(Collected data entries)
+ + +

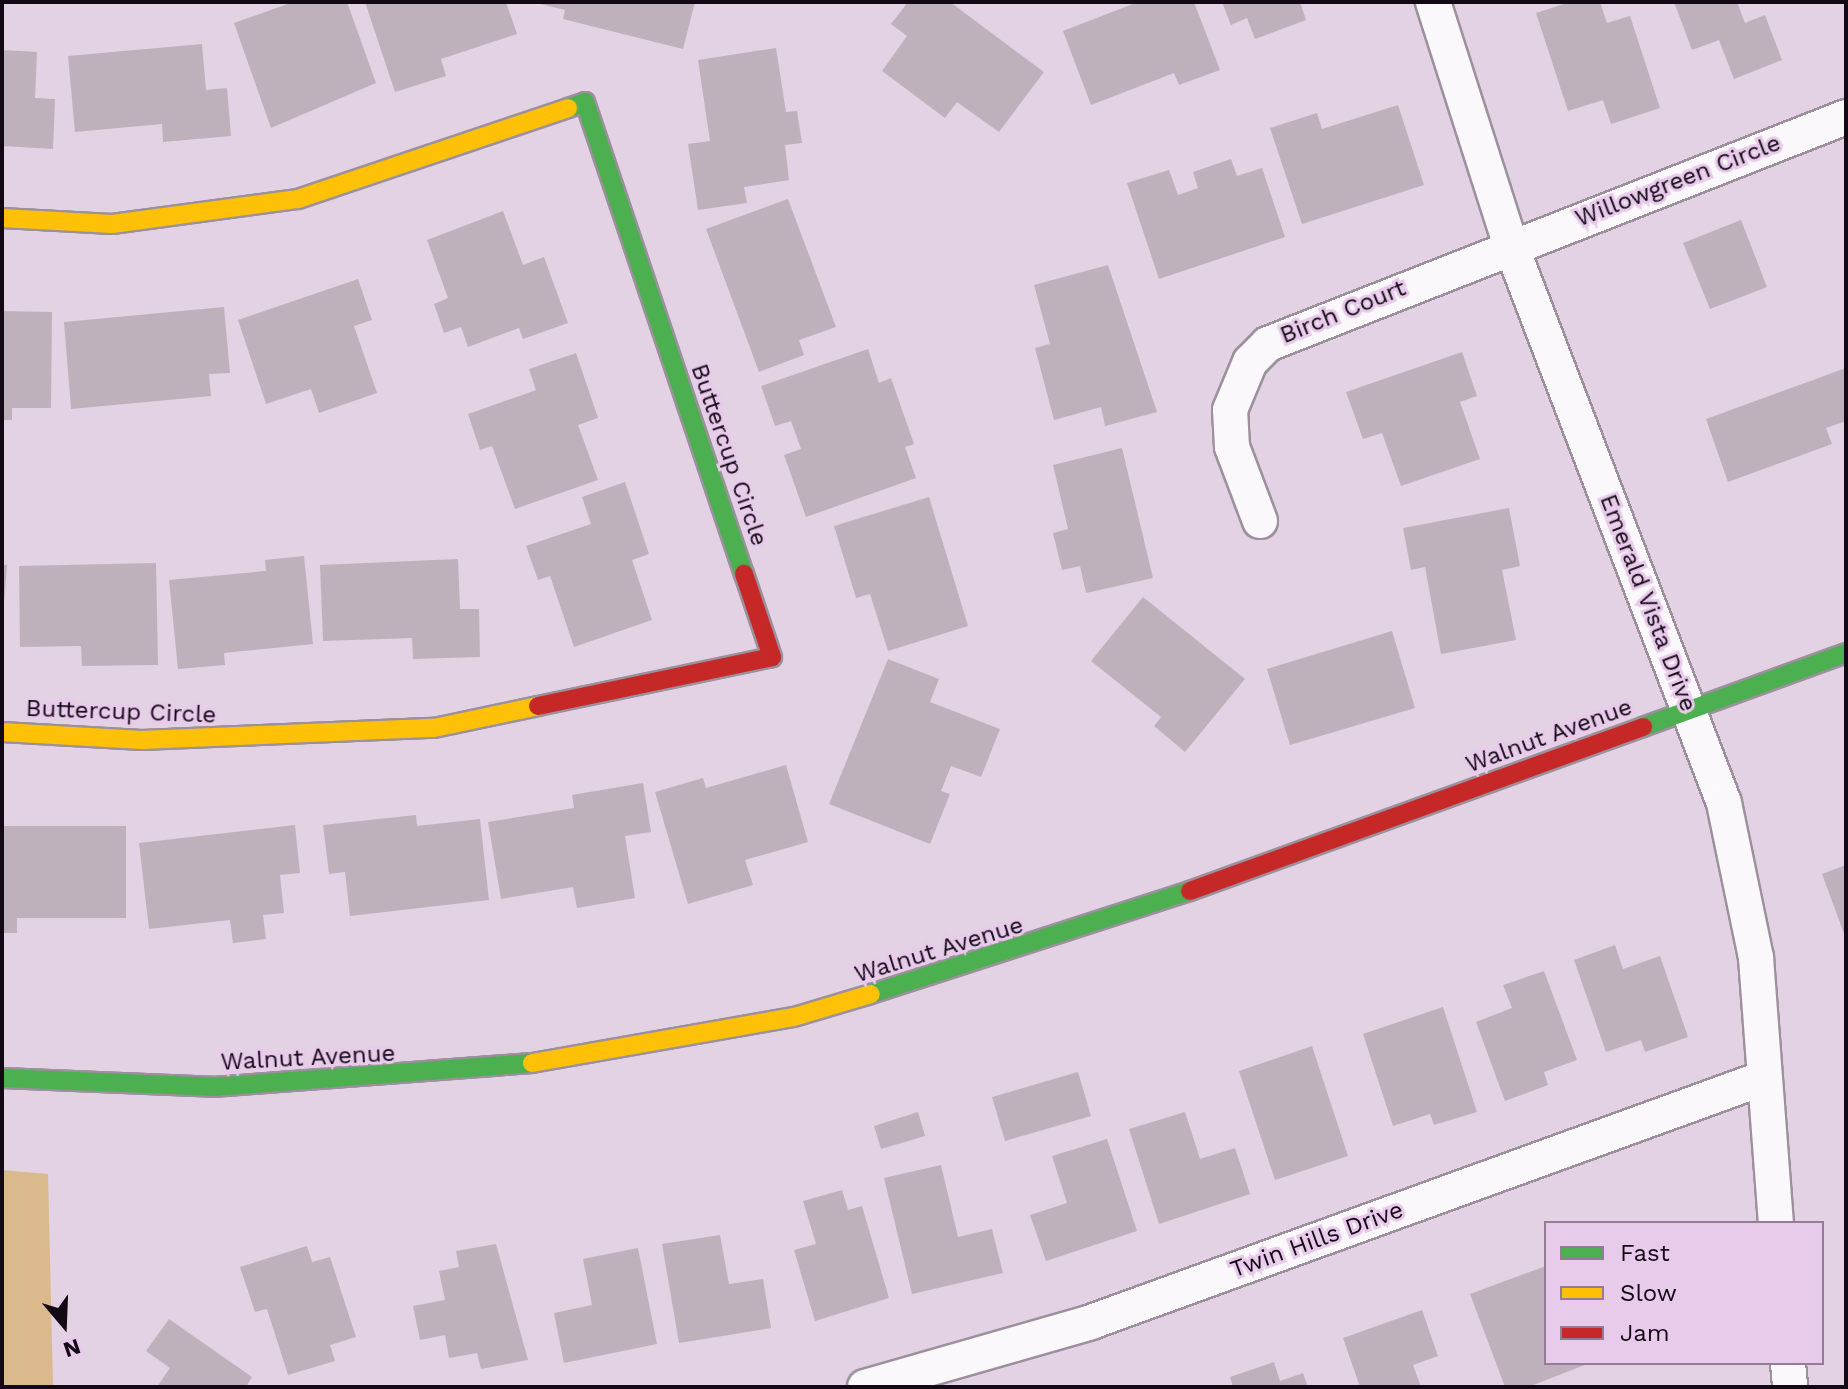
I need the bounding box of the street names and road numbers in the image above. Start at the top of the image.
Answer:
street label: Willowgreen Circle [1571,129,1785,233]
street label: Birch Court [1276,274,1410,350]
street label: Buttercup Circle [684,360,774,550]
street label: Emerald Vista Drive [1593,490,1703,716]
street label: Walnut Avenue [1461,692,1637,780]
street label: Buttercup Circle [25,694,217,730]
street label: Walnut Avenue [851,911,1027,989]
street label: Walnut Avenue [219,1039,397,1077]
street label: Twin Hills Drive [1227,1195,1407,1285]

+ + +

For every record above, repeat the text exactly and omit any picture.

→ Response
I need the bounding box of the street names and road numbers in the image above. Start at the top of the image.
Answer:
street label: Willowgreen Circle [1571,129,1785,233]
street label: Birch Court [1276,274,1410,350]
street label: Buttercup Circle [684,360,774,550]
street label: Emerald Vista Drive [1593,490,1703,716]
street label: Walnut Avenue [1461,692,1637,780]
street label: Buttercup Circle [25,694,217,730]
street label: Walnut Avenue [851,911,1027,989]
street label: Walnut Avenue [219,1039,397,1077]
street label: Twin Hills Drive [1227,1195,1407,1285]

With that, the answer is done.